Tai Nüa

Tai Le orthography notes

Updated 29 November, 2024

This page brings together basic information about the Tai Le script and its use for the Tai Nüa language. It aims to provide a brief, descriptive summary of the modern, printed orthography and typographic features, and to advise how to write Tai Nüa using Unicode.

Referencing this document

Richard Ishida, Tai Nüa (Tai Le) Orthography Notes, 29-Nov-2024, https://r12a.github.io/scripts/tale/tdd

Sample

The two paragraphs show the same text, except that the first uses spacing characters for tone marks, and second shows the older combining-character orthography.
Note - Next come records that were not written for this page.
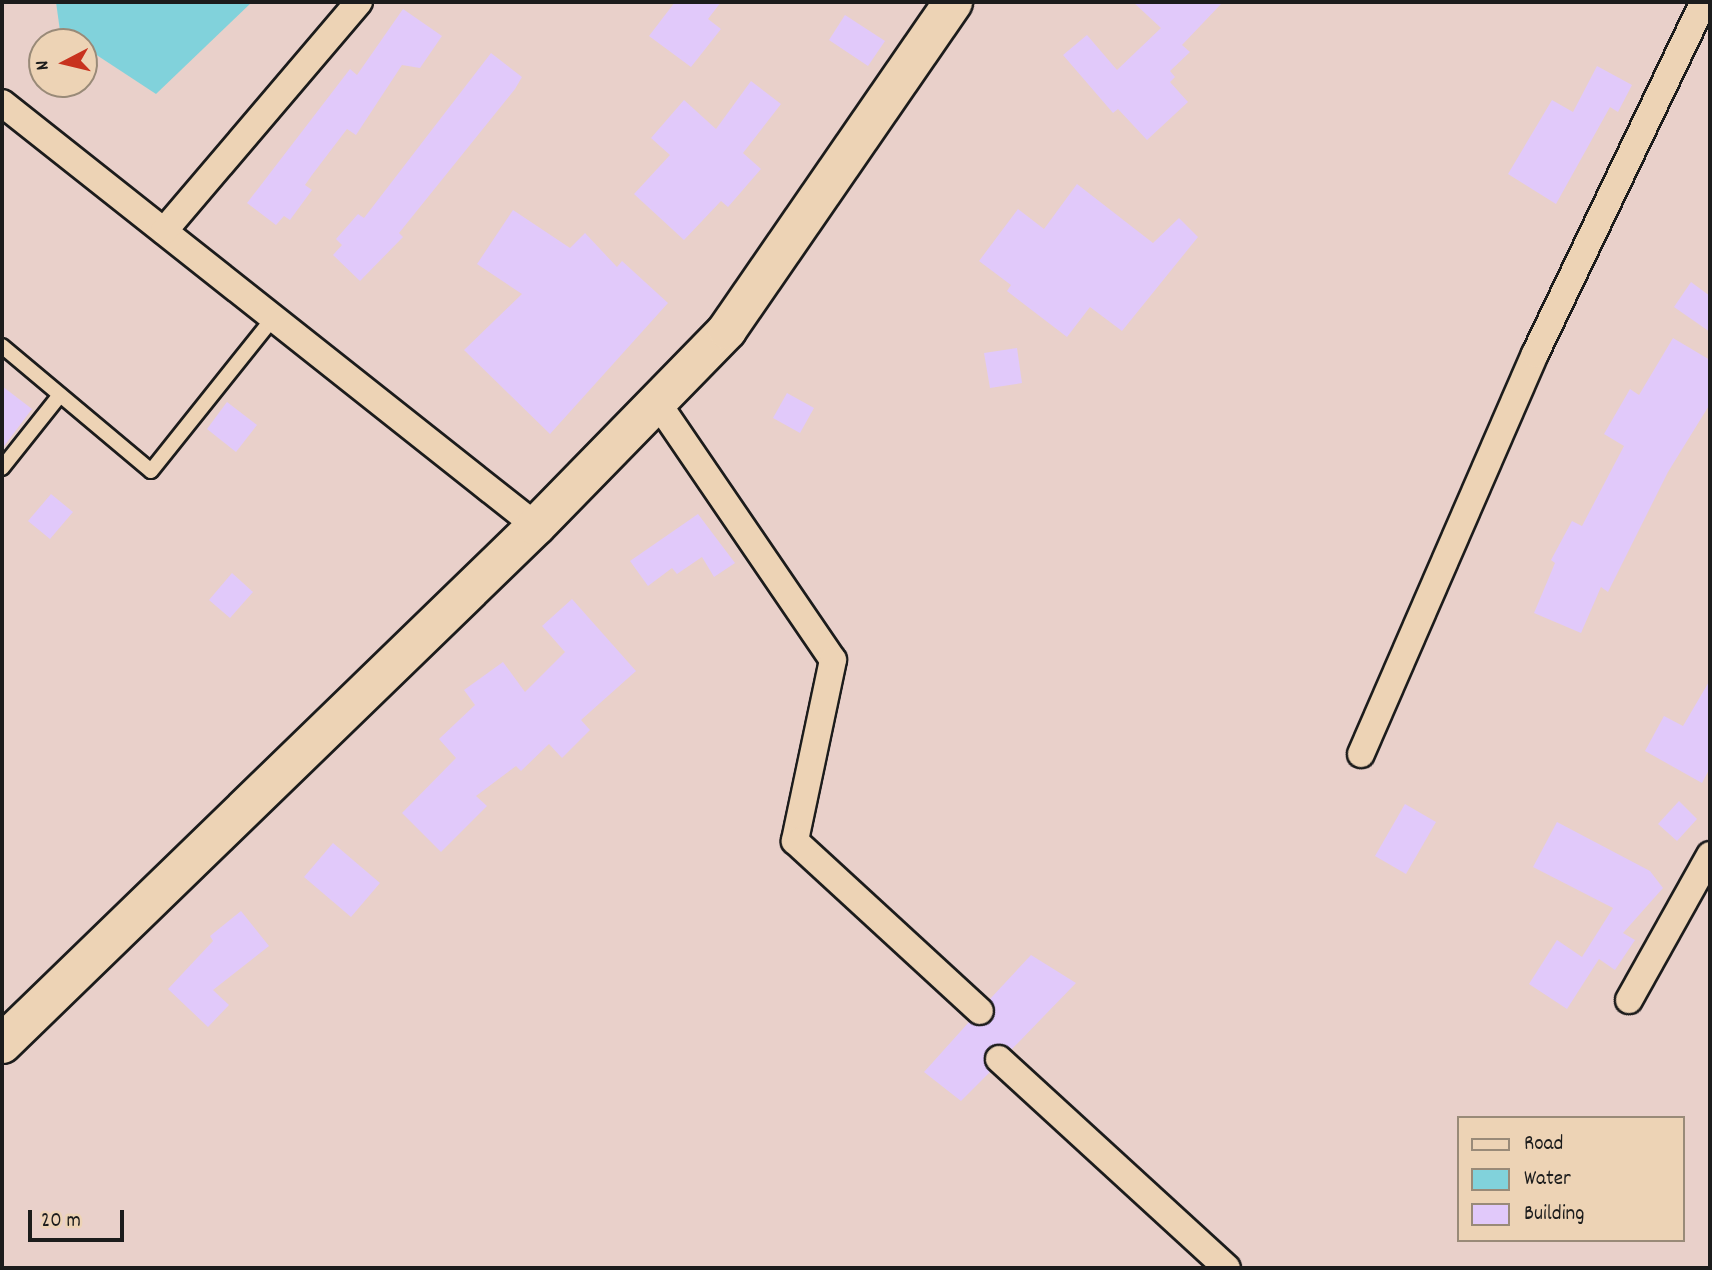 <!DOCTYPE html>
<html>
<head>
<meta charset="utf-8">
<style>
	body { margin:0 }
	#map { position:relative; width:1712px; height:1270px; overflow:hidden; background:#e9d0ca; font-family:Dekko,sans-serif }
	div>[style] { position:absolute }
	.water>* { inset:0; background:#81d2db }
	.building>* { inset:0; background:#e1c9fa }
	.roads { filter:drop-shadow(2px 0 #1c1c1c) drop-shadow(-2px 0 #1c1c1c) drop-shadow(0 2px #1c1c1c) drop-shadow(0 -2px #1c1c1c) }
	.lane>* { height:14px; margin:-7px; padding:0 7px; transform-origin:7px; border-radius:7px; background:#edd3b5 }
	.street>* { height:26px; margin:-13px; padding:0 13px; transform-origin:13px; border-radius:13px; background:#edd3b5 }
	.secondary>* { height:38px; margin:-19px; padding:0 19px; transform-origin:19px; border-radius:19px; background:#edd3b5 }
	span { translate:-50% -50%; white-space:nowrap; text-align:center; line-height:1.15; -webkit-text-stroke:7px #edd3b5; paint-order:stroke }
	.frame { position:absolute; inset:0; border:4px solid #1c1c1c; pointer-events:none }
	.legend { position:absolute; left:1457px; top:1116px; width:228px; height:126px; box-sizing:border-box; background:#edd3b5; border:2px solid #998a78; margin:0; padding:9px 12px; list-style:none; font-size:21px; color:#1c1c1c }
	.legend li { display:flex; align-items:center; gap:14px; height:35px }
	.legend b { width:35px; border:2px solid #998a78 }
	.north { position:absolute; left:28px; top:28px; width:70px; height:70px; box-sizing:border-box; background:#edd3b5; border:2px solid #998a78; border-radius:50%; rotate:263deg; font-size:19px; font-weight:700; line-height:28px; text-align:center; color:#1c1c1c }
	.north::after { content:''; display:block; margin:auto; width:24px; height:32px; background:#c8321e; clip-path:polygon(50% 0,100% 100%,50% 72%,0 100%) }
	.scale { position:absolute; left:28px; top:1210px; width:96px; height:32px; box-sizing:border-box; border:4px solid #1c1c1c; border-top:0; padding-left:9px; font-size:21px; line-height:24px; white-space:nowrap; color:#1c1c1c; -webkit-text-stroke:5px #edd3b5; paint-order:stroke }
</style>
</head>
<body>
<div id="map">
	<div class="water">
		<i style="clip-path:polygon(56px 2px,252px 2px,156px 94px,60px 31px)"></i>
	</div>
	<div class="building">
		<i style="clip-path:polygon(675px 2px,721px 2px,708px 19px,721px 29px,691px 67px,649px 36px)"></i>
		<i style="clip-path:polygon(1133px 2px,1223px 2px,1182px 45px,1190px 52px,1170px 71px,1175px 77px,1170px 82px,1188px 102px,1147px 140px,1118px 109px,1113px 113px,1063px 55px,1087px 35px,1117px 70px,1161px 28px)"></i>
		<i style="clip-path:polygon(403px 9px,442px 36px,420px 68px,402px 65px,356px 135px,347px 129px,312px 175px,305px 185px,312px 190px,290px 220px,284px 216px,276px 225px,247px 203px,350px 69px,357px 75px)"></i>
		<i style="clip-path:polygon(845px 15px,885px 41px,868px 66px,829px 40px)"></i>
		<i style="clip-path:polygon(491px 53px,522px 77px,515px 89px,399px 233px,403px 237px,360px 281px,333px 255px,342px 245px,336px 239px,358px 214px,364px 218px)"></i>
		<i style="clip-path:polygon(1597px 66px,1632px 85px,1618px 112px,1610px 107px,1556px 204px,1508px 174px,1552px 100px,1573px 112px)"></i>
		<i style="clip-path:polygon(751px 81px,781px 104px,743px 153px,761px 169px,728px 207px,721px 201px,684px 240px,634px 194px,670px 155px,651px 138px,684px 100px,716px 129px)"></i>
		<i style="clip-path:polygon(1077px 184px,1153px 243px,1179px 218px,1198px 237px,1122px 331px,1090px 307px,1067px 337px,1007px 291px,1011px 285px,979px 261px,1018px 209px,1044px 229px)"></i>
		<i style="clip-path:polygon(513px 210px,570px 248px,585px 233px,617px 267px,622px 261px,668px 303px,550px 434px,464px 350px,522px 294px,477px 264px)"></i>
		<i style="clip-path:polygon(1691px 282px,1710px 296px,1710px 332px,1674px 307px)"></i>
		<i style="clip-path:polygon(1673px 338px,1710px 360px,1710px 404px,1668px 472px,1608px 592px,1601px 587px,1581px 633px,1534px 613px,1555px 563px,1551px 560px,1572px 521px,1582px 526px,1624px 446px,1604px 434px,1630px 389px,1639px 395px)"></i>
		<i style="clip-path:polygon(1017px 348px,1022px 383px,990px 388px,984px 353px)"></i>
		<i style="clip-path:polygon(2px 386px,32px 409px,2px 449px)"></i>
		<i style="clip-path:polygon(787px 393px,814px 408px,800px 433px,773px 418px)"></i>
		<i style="clip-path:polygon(227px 402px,257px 425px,236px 452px,207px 429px)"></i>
		<i style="clip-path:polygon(51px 494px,73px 512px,50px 539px,28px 521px)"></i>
		<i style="clip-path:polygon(698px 514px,735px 563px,714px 577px,702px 557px,677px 574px,672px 568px,648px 586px,630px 561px)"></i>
		<i style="clip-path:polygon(232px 573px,253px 592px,230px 618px,209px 600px)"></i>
		<i style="clip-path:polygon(572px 599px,636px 671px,581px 720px,590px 730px,562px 758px,549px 744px,521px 771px,516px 766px,476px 796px,487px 806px,441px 852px,402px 813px,456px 758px,439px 739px,475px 705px,464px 690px,503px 662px,525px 692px,565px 652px,542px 626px)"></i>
		<i style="clip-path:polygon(1710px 680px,1710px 768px,1702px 783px,1645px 751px,1664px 716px,1683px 726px)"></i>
		<i style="clip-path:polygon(1679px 801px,1697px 819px,1677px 841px,1658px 824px)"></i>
		<i style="clip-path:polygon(1405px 804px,1436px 822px,1406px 874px,1375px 856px)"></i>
		<i style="clip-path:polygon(1557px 822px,1650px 871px,1663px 888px,1623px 933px,1635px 940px,1615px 970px,1599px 959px,1567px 1009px,1529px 984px,1557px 940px,1582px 957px,1613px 908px,1533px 867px)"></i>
		<i style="clip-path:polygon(333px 843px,380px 883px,351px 917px,304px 877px)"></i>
		<i style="clip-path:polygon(241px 911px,269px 946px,213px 990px,229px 1005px,208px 1027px,168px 989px,213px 941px,210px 936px)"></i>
		<i style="clip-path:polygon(1031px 955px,1076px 983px,1012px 1049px,1002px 1044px,988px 1048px,984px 1063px,990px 1072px,961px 1101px,924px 1072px,969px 1022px,991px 1022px,995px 1014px,990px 999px)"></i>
	</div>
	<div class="roads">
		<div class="lane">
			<i style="left:2px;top:346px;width:194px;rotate:40deg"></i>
			<i style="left:151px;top:471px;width:196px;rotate:-51.4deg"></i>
			<i style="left:2px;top:468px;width:93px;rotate:-51.5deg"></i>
		</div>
		<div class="street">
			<i style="left:2px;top:103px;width:681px;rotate:38.38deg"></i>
			<i style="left:164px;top:231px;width:301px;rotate:-49.6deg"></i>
			<i style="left:657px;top:402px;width:312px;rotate:55.7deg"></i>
			<i style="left:833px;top:660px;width:185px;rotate:101.9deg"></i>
			<i style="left:795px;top:841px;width:251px;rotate:42.6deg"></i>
			<i style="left:1361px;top:754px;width:436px;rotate:-66.5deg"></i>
			<i style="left:1535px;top:354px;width:390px;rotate:-64.4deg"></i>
			<i style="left:1629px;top:1000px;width:166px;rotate:-60.8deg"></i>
			<i style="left:999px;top:1059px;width:309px;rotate:42.5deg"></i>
		</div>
		<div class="secondary">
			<i style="left:2px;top:1044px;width:744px;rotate:-44.13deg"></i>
			<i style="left:536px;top:526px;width:274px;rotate:-45.7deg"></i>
			<i style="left:727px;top:330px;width:398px;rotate:-55.4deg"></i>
		</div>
	</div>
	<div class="frame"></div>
	<ul class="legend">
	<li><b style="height:9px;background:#edd3b5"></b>Road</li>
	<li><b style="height:19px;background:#81d2db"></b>Water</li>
	<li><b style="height:19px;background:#e1c9fa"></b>Building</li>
	</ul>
	<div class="north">N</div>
	<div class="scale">20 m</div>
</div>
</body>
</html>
Select part of this sample text to show a list of characters, with links to more details.
Change size:   28px

ᥘᥬᥰ​ᥔᥩᥛᥳ​ᥝᥢᥰ​ᥘᥭᥳ,​ᥐᥩᥙ​ᥘᥭᥲ​ᥑᥨᥛᥱ​ᥑᥦᥢᥴ​ᥖᥫᥒᥰ​ᥐᥣ,​ᥝᥣᥐ​ᥖᥣᥙᥱ​ᥐᥨᥢᥰ​ᥑᥥᥢᥴ​ᥛᥣᥰ​ᥔᥥᥴ,​ᥛᥣᥢᥲ​ᥘᥣᥰ​ᥟᥢᥐᥬᥲ​ᥓᥛ​ᥑᥩᥙᥱ​ᥞᥤᥛᥰ​ᥙᥥᥲ​ᥢᥣᥢᥳ​ᥘᥢᥳ,​ᥛᥤᥰ​ᥐᥣᥭᥰ​ᥚᥣᥒᥳ​ᥓᥤᥢ​ᥚᥧᥒᥴ​ᥘᥫᥒ​ᥑᥝᥲ​ᥛᥣᥢᥳ​ᥛᥣᥰ,​ᥟᥣ​ᥛᥥᥝᥰ​ᥖᥭᥰ​ᥖᥒᥰ​ᥘᥣᥭᥴ​ᥟᥩᥢ​ᥐᥢ​ᥐᥣᥱ​ᥓᥩᥭ​ᥗᥦᥛᥴ.

ᥘᥬ̈​ᥔᥩᥛ̇​ᥝᥢ̈​ᥘᥭ̇,​ᥐᥩᥙ​ᥘᥭ̀​ᥑᥨᥛ̌​ᥑᥦᥢ́​ᥖᥫᥒ̈​ᥐᥣ,​ᥝᥣᥐ​ᥖᥣᥙ̌​ᥐᥨᥢ̈​ᥑᥥᥢ́​ᥛᥣ̈​ᥔᥥ́,​ᥛᥣᥢ̀​ᥘᥣ̈​ᥟᥢᥐᥬ̀​ᥓᥛ​ᥑᥩᥙ̌​ᥞᥤᥛ̈​ᥙᥥ̀​ᥢᥣᥢ̇​ᥘᥢ̇,​ᥛᥤ̈​ᥐᥣᥭ̈​ᥚᥣᥒ̇​ᥓᥤᥢ​ᥚᥧᥒ́​ᥘᥫᥒ​ᥑᥝ̀​ᥛᥣᥢ̇​ᥛᥣ̈,​ᥟᥣ​ᥛᥥᥝ̈​ᥖᥭ̈​ᥖᥒ̈​ᥘᥣᥭ́​ᥟᥩᥢ​ᥐᥢ​ᥐᥣ̌​ᥓᥩᥭ​ᥗᥦᥛ́.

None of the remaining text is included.